Frontal armour on the Cromwell was around three inches thick and in early tests, the Meteor engine was found to be capable of pushing the tank to a top speed close to 50mph. However, the Christie suspension wasn’t capable of dealing with this speed and the engine was governed to keep top speed down to under 40mph, still notably faster than most other British cruiser and infantry tanks of the time. Even that speed proved too much for the suspension, and on later versions, the engine governor was used to limit the top speed to 32mph. Speed was the Cromwell’s greatest asset. During one encounter with German tanks in Holland in 1944, a troop of three Cromwells were able to escape by vaulting over a 20-foot-wide canal!  
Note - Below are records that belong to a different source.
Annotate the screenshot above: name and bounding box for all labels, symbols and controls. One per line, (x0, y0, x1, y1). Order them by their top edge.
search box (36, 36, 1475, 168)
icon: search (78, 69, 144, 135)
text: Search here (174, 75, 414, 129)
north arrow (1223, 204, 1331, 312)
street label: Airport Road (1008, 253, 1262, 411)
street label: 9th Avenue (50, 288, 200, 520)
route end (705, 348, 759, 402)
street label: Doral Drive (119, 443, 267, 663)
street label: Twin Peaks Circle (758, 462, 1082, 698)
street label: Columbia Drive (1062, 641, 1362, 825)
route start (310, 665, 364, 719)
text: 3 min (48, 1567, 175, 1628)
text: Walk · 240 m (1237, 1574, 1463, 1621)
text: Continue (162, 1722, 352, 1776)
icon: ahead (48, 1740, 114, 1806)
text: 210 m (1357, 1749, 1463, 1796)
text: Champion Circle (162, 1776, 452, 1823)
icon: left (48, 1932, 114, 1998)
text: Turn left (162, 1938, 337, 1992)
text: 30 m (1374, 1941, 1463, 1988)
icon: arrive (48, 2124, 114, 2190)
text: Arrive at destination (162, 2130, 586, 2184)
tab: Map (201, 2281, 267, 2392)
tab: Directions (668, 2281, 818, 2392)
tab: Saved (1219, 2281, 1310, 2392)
A Cromwell of the Welsh Guards in 1944

The Cromwell was used during the invasion of Europe following Operation Overlord. Although its speed was useful, it proved vulnerable to the powerful guns fitted to some German AFVs. Like the Sherman, its main gun also lacked the power to penetrate the frontal armour of many German tanks. Early problems meant that later versions of the Cromwell featured wider tracks for better off-road capability and a few of the last Cromwells featured welded (rather than bolted) hulls and additional turret armour. Almost 2,000 Cromwells were built and they continued to serve with British and Free Polish forces for the remainder of the war. Recognising the deficiencies in the Cromwell’s armament, the turret was redesigned to create the A34 Comet, which was otherwise very similar to the Cromwell but featured the more powerful 17 Pdr HV (High Velocity) gun.   

What’s in the Box?

The box contains just two sprues moulded in light grey plastic, decals and instructions.

Surface detail on most parts seems good with nicely engraved panel-lines.
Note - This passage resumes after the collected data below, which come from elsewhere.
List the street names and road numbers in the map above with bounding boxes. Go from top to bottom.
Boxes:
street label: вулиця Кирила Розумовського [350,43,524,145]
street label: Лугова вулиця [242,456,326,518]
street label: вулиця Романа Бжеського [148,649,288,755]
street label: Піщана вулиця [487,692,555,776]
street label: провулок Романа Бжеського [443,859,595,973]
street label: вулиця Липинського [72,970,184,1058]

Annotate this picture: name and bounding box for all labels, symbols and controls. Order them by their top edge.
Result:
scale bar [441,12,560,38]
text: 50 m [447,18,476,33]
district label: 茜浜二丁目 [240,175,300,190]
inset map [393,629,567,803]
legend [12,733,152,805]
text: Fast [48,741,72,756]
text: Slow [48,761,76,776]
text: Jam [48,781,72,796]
The commander’s hatch can be open or closed, but there is no interior detail and no figure is included.

Airfix haven’t used slide moulding here, and to get round this, they have provided one half of the muzzle of the main gun as a separate part. In theory, this means you won’t have to drill it out, but past expereince suggest that you’ll need to be very careful when sandind these parts to conceal the join so that you don’t end up with an oddly shaped muzzle. The sprues include optional parts for a deep-wading trunk for the rear hull, a splash-guard round the commander’s hatch and a Cullen hedge-cutter for the front hull.

There are some thoughtful touches here, like the way that the sprockets are attached to the sprue. On most tank kits, you have to be very careful not to damage the sprocket teeth when removing these parts from the sprue. Here the sprues attach beneath the teeth, which should make it easier to remove the sprockets without damage.
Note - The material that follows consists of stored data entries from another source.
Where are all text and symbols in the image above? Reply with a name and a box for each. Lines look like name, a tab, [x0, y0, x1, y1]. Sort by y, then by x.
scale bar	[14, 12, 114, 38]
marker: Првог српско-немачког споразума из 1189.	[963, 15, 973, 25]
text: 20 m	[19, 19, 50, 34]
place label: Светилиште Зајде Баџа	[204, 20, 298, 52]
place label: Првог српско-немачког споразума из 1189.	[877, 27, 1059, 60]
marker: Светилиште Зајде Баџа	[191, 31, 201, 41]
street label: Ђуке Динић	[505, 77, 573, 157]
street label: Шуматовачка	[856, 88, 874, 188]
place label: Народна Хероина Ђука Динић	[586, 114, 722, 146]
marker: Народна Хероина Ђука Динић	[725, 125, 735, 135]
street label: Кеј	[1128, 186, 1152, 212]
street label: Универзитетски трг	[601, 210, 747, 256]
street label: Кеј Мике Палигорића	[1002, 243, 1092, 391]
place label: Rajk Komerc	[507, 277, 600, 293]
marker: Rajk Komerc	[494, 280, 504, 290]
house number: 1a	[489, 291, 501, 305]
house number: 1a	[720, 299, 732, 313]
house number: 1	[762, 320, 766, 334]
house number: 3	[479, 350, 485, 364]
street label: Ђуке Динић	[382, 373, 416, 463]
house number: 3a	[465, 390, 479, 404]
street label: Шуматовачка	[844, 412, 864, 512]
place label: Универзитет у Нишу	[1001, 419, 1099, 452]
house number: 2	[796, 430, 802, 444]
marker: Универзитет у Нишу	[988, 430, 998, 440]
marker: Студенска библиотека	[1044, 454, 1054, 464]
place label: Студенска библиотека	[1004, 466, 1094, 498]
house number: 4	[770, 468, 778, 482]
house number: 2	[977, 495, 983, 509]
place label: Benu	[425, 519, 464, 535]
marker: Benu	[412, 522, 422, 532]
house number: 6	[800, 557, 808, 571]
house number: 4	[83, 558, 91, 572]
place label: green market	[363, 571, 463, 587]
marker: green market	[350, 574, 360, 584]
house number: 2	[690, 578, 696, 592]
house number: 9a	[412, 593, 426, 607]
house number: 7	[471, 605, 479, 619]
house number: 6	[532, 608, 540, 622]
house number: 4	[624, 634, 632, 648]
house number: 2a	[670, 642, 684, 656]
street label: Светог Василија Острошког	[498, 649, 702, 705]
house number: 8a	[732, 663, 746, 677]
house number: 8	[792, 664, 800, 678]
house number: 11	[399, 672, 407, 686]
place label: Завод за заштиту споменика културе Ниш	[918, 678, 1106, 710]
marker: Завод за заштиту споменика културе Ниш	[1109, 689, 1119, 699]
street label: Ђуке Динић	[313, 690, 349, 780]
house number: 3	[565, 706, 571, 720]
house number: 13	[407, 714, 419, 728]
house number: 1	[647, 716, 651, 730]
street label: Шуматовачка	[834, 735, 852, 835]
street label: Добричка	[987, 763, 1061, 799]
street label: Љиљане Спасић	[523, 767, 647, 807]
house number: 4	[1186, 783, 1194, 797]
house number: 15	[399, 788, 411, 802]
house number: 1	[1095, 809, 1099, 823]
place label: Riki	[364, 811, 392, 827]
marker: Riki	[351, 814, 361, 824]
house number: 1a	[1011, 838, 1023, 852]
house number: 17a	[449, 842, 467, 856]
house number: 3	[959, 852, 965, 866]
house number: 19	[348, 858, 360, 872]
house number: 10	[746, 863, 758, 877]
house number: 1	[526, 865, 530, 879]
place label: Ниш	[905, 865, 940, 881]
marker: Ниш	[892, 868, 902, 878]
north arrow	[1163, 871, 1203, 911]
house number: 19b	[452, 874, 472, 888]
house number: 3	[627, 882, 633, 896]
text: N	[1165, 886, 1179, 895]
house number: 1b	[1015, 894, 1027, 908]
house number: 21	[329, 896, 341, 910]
Probably the most interesting aspect of this kit is the way in which the tracks are modelled. These are provided as a single moulding for the complete run of tracks on each side, but separate from the idlers, sprockets and roadwheels. If you’re regular reader, you’ll know that I spend a lot of time being disappointed, or frustrated, or sometimes both, by the tracks provided with many small-scale tank kits. This is, as far as I know, a unique approach and it certainly looks like a simple and effective way to model tracks in this scale.

The instructions look commendably clear. At one point they do show both wading trunking and hedge-cutters fitted, which is obviously rather unlikely (one or the other, but not both).

The decals are printed nicely in-register and cover two tanks, one from the 7th Armoured Division and generic markings for a Cromwell from the 11th Armoured Division. A bit of research suggests that the tank from the 7th Armoured is actually a Royal Artillery OP Tank that was attached to 4th County of London Yeomanry. This tank was one of several destroyed when the British encountered Tiger I tanks of the 101st SS Heavy Panzer Battalion at Villers-Bocage on 13th June 1944.

T187796 is one of the tanks for which Airfix provide decals with this kit. Here, it is pictured after being knocked-out and abandoned at Villers- Bocage. But in this photograph, it doesn’t seem to have the white star on the turret top and covering the ventilator.

However, although the instructions show both tanks having the turret-top white star, I’m not sure that’s correct. Wartime photos show that several tanks of 4CLY didn’t have these stars, and a photograph of the tank to which the decals apply seems to show it without. Only one colour scheme is suggested for both tanks, with the tank finished in overall “Khaki Drab.”

Would you want one?

In many ways, this looks like a great kit. It’s sharply moulded, it has good detail and it seems to be an accurate representation of the Cromwell. I like the option of including the deep wading gear and the hedge cutter. However, very few British tanks were fitted with the hedge-cutters – I have been able to find only a single wartime photograph of a Centaur fitted with this device, and that was a prototype used only for testing. It’s certainly possible that some Cromwells were modified in the field to have these devices, but they seem to have been very uncommon.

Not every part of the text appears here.